Requirement: Print out each entry below exactly; do not carry over any image.

[Saved data entries]
────────────────

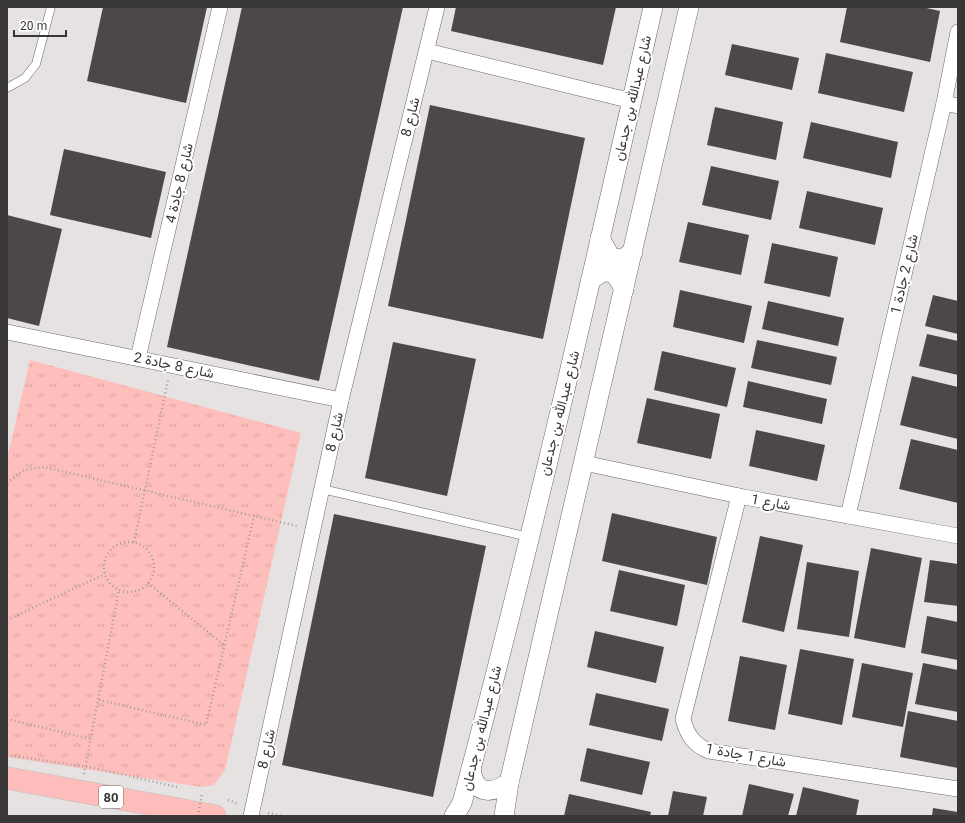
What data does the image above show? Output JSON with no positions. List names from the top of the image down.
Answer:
{
  "streets": {
    "highway": ["80"],
    "street": [
      "شارع عبدالله بن جدعان",
      "شارع 8",
      "شارع 8 جادة 4",
      "شارع 2 جادة 1",
      "شارع 8 جادة 2",
      "شارع 1",
      "شارع 1 جادة 1"
    ]
  },
  "crossings": [
    ["شارع 8", "شارع 8 جادة 2"],
    ["شارع 8 جادة 4", "شارع 8 جادة 2"],
    ["شارع 2 جادة 1", "شارع 1"],
    ["شارع 1", "شارع 1 جادة 1"]
  ],
  "scale_bar": "20 m"
}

────────────────

Answer space:
What data does the image above show? Output JSON with no positions. List names from the top of the image down.
Answer:
{
  "streets": {
    "highway": ["80"],
    "street": [
      "شارع عبدالله بن جدعان",
      "شارع 8",
      "شارع 8 جادة 4",
      "شارع 2 جادة 1",
      "شارع 8 جادة 2",
      "شارع 1",
      "شارع 1 جادة 1"
    ]
  },
  "crossings": [
    ["شارع 8", "شارع 8 جادة 2"],
    ["شارع 8 جادة 4", "شارع 8 جادة 2"],
    ["شارع 2 جادة 1", "شارع 1"],
    ["شارع 1", "شارع 1 جادة 1"]
  ],
  "scale_bar": "20 m"
}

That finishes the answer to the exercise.